=== INFORMATION PROVIDED ===

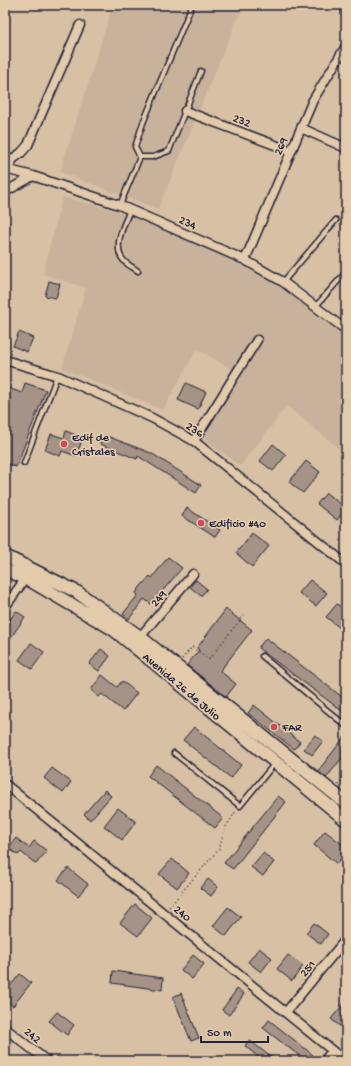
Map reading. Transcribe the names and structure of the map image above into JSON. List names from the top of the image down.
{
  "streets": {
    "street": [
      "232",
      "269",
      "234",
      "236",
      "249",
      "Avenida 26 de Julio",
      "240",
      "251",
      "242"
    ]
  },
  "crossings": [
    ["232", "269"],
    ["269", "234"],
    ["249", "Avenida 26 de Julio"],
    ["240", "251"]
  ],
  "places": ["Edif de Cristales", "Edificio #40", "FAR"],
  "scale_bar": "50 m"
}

===

ASSIGNMENT
Every line of the records must come back unchanged, except that pictures are dropped.

EXERCISE RESULT
Map reading. Transcribe the names and structure of the map image above into JSON. List names from the top of the image down.
{
  "streets": {
    "street": [
      "232",
      "269",
      "234",
      "236",
      "249",
      "Avenida 26 de Julio",
      "240",
      "251",
      "242"
    ]
  },
  "crossings": [
    ["232", "269"],
    ["269", "234"],
    ["249", "Avenida 26 de Julio"],
    ["240", "251"]
  ],
  "places": ["Edif de Cristales", "Edificio #40", "FAR"],
  "scale_bar": "50 m"
}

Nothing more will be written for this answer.